(Beginning of Extracted records)
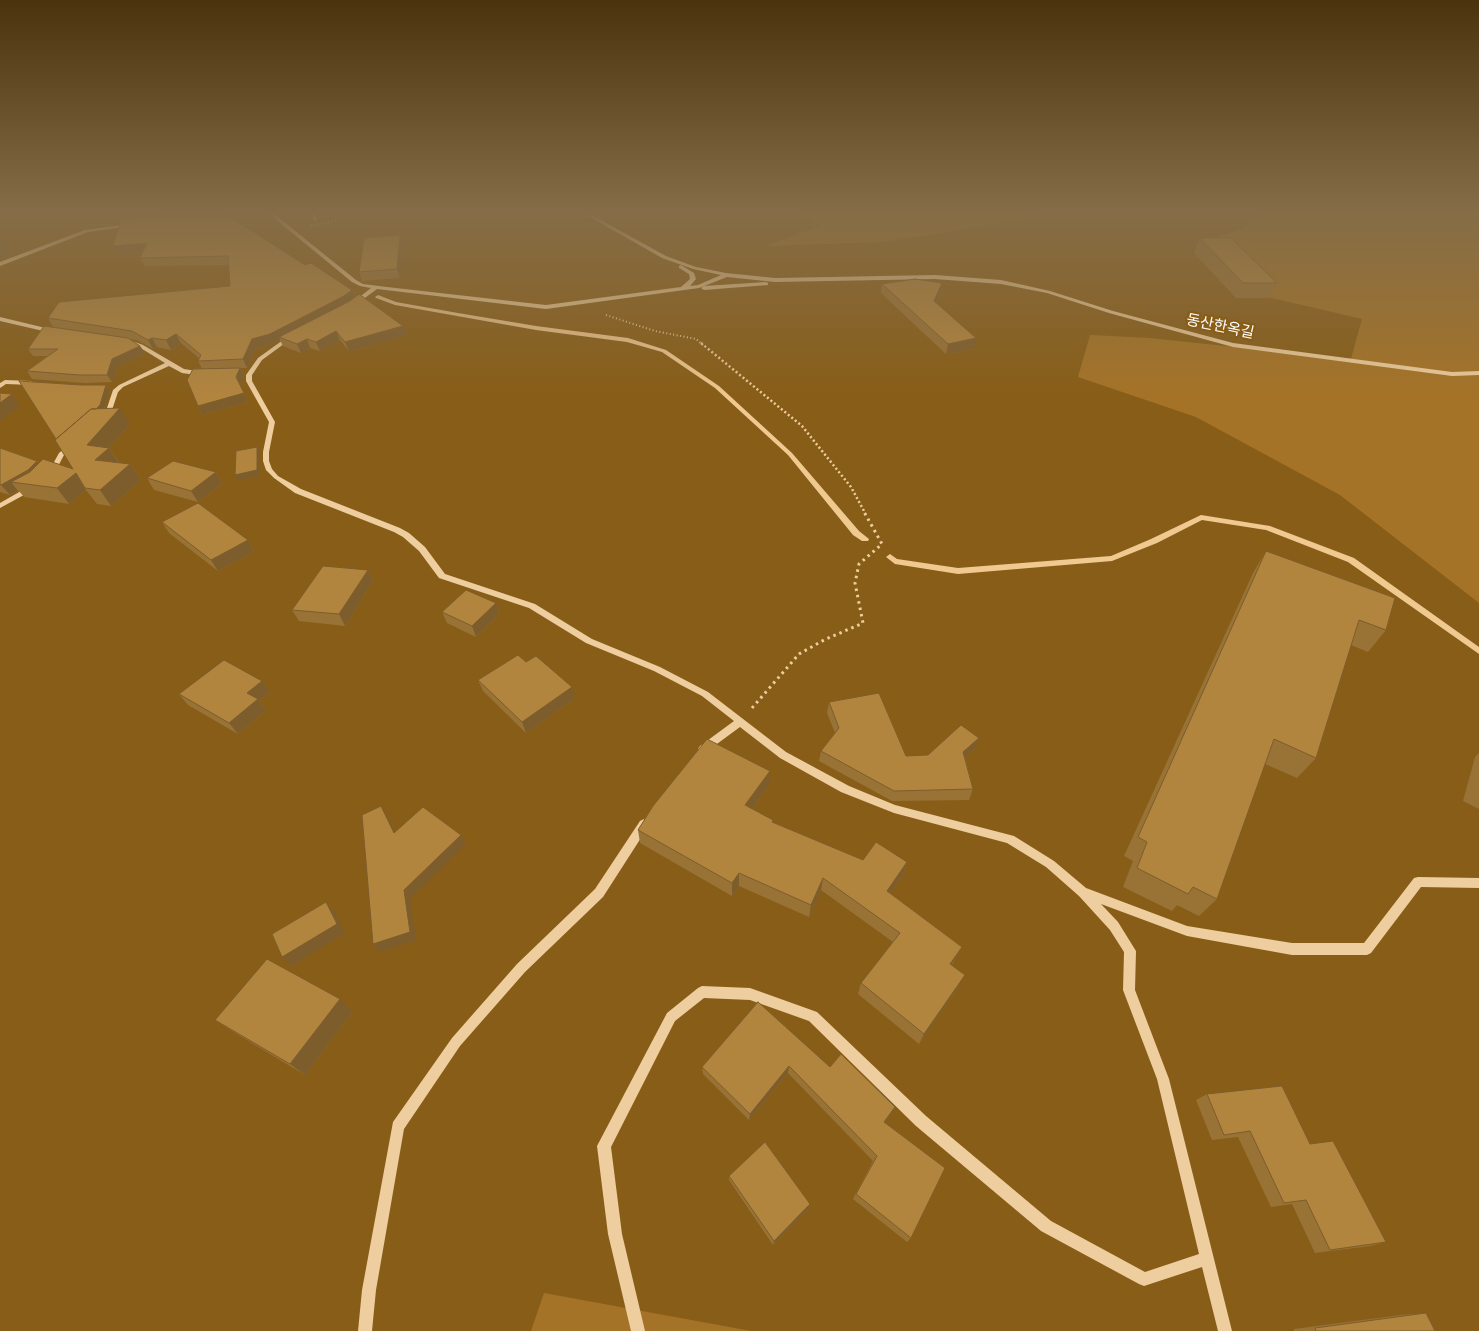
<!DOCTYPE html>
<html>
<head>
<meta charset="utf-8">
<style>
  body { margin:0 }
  canvas { display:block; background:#885d17 }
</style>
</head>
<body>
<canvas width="1479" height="1331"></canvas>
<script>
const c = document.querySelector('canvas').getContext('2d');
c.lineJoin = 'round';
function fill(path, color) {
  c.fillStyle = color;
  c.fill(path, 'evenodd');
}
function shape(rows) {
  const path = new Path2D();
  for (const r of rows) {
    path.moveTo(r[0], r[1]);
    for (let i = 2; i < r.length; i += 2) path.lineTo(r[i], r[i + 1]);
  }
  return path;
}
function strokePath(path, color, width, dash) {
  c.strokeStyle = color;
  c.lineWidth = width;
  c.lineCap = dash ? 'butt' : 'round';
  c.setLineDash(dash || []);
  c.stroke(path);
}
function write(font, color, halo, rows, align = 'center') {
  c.font = font + ' Helvetica,"Noto Sans KR",sans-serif';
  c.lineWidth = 4.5;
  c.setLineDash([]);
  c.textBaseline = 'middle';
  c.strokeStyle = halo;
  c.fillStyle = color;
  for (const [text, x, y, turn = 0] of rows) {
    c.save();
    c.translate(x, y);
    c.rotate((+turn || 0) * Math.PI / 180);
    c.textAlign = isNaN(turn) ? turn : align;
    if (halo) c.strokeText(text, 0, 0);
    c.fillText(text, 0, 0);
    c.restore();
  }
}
fill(shape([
  [794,213,1048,213,1026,219,883,242,766,246,820,226],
  [1254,213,1479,213,1479,603,1340,495,1196,417,1078,377,1090,335,1149,338,1351,359,1362,319,1255,294,1207,241,1244,228],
  [544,1293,751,1331,531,1331]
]), '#a57327');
fill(shape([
  [312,213,316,213,317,221,313,220,312,213],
  [378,295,396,302,458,313,536,326,628,338,666,350,719,386,792,453,859,531,869,539,868,541,862,541,853,535,788,455,715,388,662,352,627,342,536,330,395,305,376,298,375,297,378,295],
  [1201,515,1270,526,1354,558,1479,647,1479,654,1348,562,1266,530,1202,520,1157,543,1112,561,958,574,895,564,886,557,890,554,897,559,958,568,1111,556,1151,539,1201,515]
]), '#f0c991');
strokePath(shape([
  [311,226,336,220,334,213],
  [606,315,655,331,696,339,703,345]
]), '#eece9e', 2, [1, 2.5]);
strokePath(shape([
  [701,343,802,426,851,487,864,511]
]), '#eece9e', 2.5, [2, 2.5]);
strokePath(shape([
  [752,708,799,654,824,640,863,623,855,583,859,564,882,544,863,510]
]), '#eece9e', 3, [2.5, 4]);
fill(shape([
  [268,213,273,213,356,280,363,284,387,287,546,305,681,287,690,279,689,274,679,268,679,266,681,265,694,273,696,279,690,286,698,285,721,275,693,269,662,258,583,213,588,213,666,256,696,267,726,273,775,278,935,275,1001,280,1050,291,1113,311,1233,343,1452,372,1479,371,1479,375,1452,376,1233,347,1109,313,1047,293,1001,284,935,279,775,282,727,277,699,288,546,309,377,289,354,306,352,305,352,303,371,288,360,286,352,282,268,213],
  [129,224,131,225,131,226,88,232,0,266,0,262,85,230,129,224],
  [766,282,768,283,768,285,704,290,701,288,704,286,766,282],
  [0,317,54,330,55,331,52,333,0,321,0,317],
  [290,335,293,337,292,338,262,360,252,375,252,381,275,422,269,452,269,461,272,469,278,476,301,489,400,528,409,533,425,547,445,574,535,604,592,639,660,667,708,692,786,752,849,786,895,805,1014,836,1054,861,1086,888,1187,926,1292,943,1364,943,1414,878,1418,877,1479,878,1479,888,1421,887,1371,953,1367,955,1292,955,1187,936,1101,904,1118,922,1136,951,1135,990,1169,1079,1232,1331,1218,1331,1202,1267,1144,1286,1139,1284,1041,1231,916,1126,809,1021,750,1000,704,998,675,1021,611,1147,622,1234,645,1331,631,1331,608,1234,597,1146,667,1013,698,988,702,986,750,988,817,1012,926,1116,1051,1221,1145,1272,1199,1254,1157,1079,1123,990,1124,952,1110,930,1079,896,1046,867,1007,843,894,813,841,792,780,758,740,727,706,752,703,753,700,752,698,749,700,746,734,721,702,696,654,671,586,643,529,608,439,578,419,551,403,537,394,532,295,493,274,478,266,470,263,461,263,452,269,422,246,381,246,375,258,358,290,335],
  [127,339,143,345,184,369,203,372,206,374,203,376,182,373,169,366,123,387,118,392,111,413,106,417,102,417,102,415,106,411,113,390,119,385,165,363,139,347,125,342,124,341,127,339],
  [5,380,31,381,34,383,31,385,6,384,0,388,0,383,5,380],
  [70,444,73,446,64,455,56,470,53,474,49,474,48,473,59,453,70,444],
  [28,487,34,487,35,489,0,508,0,503,28,487],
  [644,819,648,821,649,824,648,827,603,897,525,972,460,1046,404,1129,376,1290,372,1331,358,1331,362,1290,393,1122,452,1038,517,964,595,889,640,821,644,819]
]), '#eece9e');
fill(shape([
  [121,220,305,265,352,290,355,297,403,326,406,335,349,351,340,340,320,351,310,348,301,353,283,346,280,340,274,343,256,348,247,368,240,368,244,376,240,385,248,402,202,415,198,406,202,369,198,361,199,358,181,343,171,350,157,347,153,349,137,340,129,339,140,346,145,353,117,367,112,382,85,383,32,379,27,371,47,356,33,356,28,349,98,334,53,327,48,318,230,286,229,265,145,266,140,258,143,252,118,255,113,246],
  [1200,238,1277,283,1269,298,1236,298,1194,253],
  [402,244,400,278,362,281,359,272],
  [882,284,940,293,936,303,974,348,946,354,881,293],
  [81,385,106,385,110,390,104,408,130,424,109,448,119,463,130,464,141,480,111,506,97,504,86,490,69,504,24,497,19,491,10,495,0,492,0,448,37,461,39,463,73,469],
  [216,472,222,484,198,502,154,490,147,478],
  [162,522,248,540,254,551,218,571,169,533],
  [1266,551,1386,630,1368,652,1351,645,1316,758,1297,778,1265,764,1217,899,1199,916,1177,905,1172,911,1123,887,1133,861,1124,856,1253,573],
  [368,570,373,581,345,626,299,621,292,610],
  [496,603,499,614,476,637,447,623,442,612],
  [526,662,575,698,526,733,483,691,478,680],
  [270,692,259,701,266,710,238,734,188,705,179,694],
  [829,702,906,756,928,755,975,748,965,757,973,789,969,800,892,801,819,761,821,751,835,733,827,713],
  [1479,753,1479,809,1463,801,1475,757],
  [769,785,752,809,773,820,773,823,863,860,907,862,903,875,890,893,962,947,956,958,952,965,959,986,919,1044,858,994,861,983,893,942,821,890,809,917,739,886,732,896,640,843,638,830],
  [758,1002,830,1067,892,1114,884,1123,911,1238,907,1242,853,1199,873,1161,788,1073,749,1120,703,1074,702,1067],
  [353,1011,305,1075,232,1031,215,1020],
  [1207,1094,1310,1144,1386,1242,1370,1246,1315,1253,1292,1204,1271,1207,1238,1137,1212,1140,1196,1100],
  [729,1176,810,1204,809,1208,773,1245,729,1180],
  [1426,1313,1435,1331,1294,1331,1294,1329,1401,1315]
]), '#997236');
fill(shape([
  [400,235,402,244,400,278,397,269],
  [3,241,11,254,0,258,0,242],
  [147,243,151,251,118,255,113,246],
  [942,283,940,293,932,311,934,301],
  [352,290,355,298,279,337,280,340,274,343,256,348,247,368,243,359,252,339],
  [403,326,406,335,349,351,345,342],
  [336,331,340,340,320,351,316,342],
  [176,334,181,343,171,350,166,340],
  [152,338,157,347,153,349,148,340],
  [976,338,974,348,946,354,948,344],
  [307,339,310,348,301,353,297,344],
  [140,346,145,353,117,367,112,382,107,375,112,359],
  [240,368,244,376,240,385,236,377],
  [106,385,110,390,103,411,58,442],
  [244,393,248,402,202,415,198,406],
  [12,394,20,406,0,421,0,403],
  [120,408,130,424,109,448,119,464,106,475,87,445],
  [257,447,260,453,260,476,238,480,235,475],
  [37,461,45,471,11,482,18,491,10,495,1,485],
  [130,464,141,480,111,506,100,490],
  [216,472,222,484,198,502,191,491],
  [76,473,86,490,69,504,57,488],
  [248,540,254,551,218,571,211,560],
  [368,570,373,581,345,626,339,614],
  [496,603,499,614,476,637,472,626],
  [262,681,270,692,259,701,266,710,238,734,229,723,247,693],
  [572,687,575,698,526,733,522,722],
  [979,738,975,748,960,762,963,752],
  [770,771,769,785,745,819,745,805],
  [381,806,387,815,400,842,394,833],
  [461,835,466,844,410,899,416,940,380,952,373,944,404,890],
  [907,862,903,875,883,903,887,891],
  [739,873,739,886,732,896,732,883],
  [823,878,821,890,809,917,811,905],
  [326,902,334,911,345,933,292,966,282,957],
  [962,947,956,958,944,975,950,964],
  [965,975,959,986,919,1044,924,1034],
  [340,999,353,1011,305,1075,290,1064],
  [789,1066,788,1073,749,1120,750,1114],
  [895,1107,892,1114,880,1128,884,1122],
  [810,1204,809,1208,773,1245,774,1241]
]), '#7d5d2c');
const building = shape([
  [172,213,224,213,305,265,311,263,352,290,344,296,270,334,252,339,243,359,198,361,201,355,176,334,166,340,152,338,148,340,132,331,48,318,59,302,230,286,228,256,140,258,147,243,113,246,121,220,172,213],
  [400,235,397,269,359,272,364,238,400,235],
  [1200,238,1231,238,1277,283,1243,283,1200,238],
  [915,279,942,283,934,301,976,338,948,344,882,284,915,279],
  [359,294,403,326,345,342,336,331,316,342,307,339,297,344,279,337,350,301,359,294],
  [44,326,128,338,140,346,112,359,107,375,80,375,27,371,58,349,28,349,44,326],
  [240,368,236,377,244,393,198,406,187,380,193,369,240,368],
  [19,381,81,385,106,385,100,405,96,409,91,409,56,439,19,381],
  [0,393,12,394,0,403,0,393],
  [120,408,87,445,109,448,95,460,130,464,100,490,85,488,76,473,57,488,11,482,30,472,43,459,73,469,55,440,91,409,120,408],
  [257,447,257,470,235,475,236,451,257,447],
  [0,448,37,461,28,470,1,485,0,484,0,448],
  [173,461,216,472,191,491,147,478,173,461],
  [198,503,248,540,211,560,162,522,198,503],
  [1266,551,1395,598,1386,630,1359,620,1316,758,1274,739,1217,899,1193,887,1188,894,1137,868,1147,842,1138,837,1266,551],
  [323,566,368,570,339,614,292,610,323,566],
  [466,590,496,603,472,626,442,612,466,590],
  [518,655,526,662,536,656,572,687,522,722,478,680,518,655],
  [224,660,262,681,247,693,258,699,229,723,179,694,224,660],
  [879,693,906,756,928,755,961,725,979,738,963,752,973,789,894,791,821,751,839,728,829,702,879,693],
  [707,739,770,771,745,805,773,820,772,822,863,860,876,842,907,862,887,891,962,947,950,964,965,975,924,1034,861,983,900,933,823,878,811,905,739,873,732,883,638,830,653,806,707,739],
  [381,806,394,833,423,807,461,835,404,890,410,932,373,944,362,815,381,806],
  [326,902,337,924,282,957,272,934,326,902],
  [267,959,340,999,290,1064,215,1020,267,959],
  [758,1002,830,1067,841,1054,895,1107,884,1122,945,1168,911,1238,856,1194,877,1156,789,1066,750,1114,702,1067,758,1002],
  [1282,1086,1310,1144,1333,1141,1386,1242,1330,1250,1306,1200,1284,1203,1250,1131,1224,1135,1207,1094,1282,1086],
  [765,1142,810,1204,774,1241,729,1176,765,1142],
  [1426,1313,1435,1331,1316,1331,1315,1328,1426,1313]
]);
fill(building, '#b2853f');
strokePath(building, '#7d5d2c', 1);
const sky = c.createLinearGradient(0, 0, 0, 399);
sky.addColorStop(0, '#4b330d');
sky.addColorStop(0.53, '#856d47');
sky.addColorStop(1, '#856d4700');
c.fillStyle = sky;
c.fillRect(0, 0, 1479, 399);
write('15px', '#fff', '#885d17', [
  ["동산한옥길",1220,327,12]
]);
</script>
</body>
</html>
(End of Extracted records)
What to work on = Reproduce exactly, and only, the part of the listing above that begins at the line with "c.lineWidth = width;" and goes on through the line with "c.textAlign = isNaN(turn) ? turn : align;".

Your solution =
  c.lineWidth = width;
  c.lineCap = dash ? 'butt' : 'round';
  c.setLineDash(dash || []);
  c.stroke(path);
}
function write(font, color, halo, rows, align = 'center') {
  c.font = font + ' Helvetica,"Noto Sans KR",sans-serif';
  c.lineWidth = 4.5;
  c.setLineDash([]);
  c.textBaseline = 'middle';
  c.strokeStyle = halo;
  c.fillStyle = color;
  for (const [text, x, y, turn = 0] of rows) {
    c.save();
    c.translate(x, y);
    c.rotate((+turn || 0) * Math.PI / 180);
    c.textAlign = isNaN(turn) ? turn : align;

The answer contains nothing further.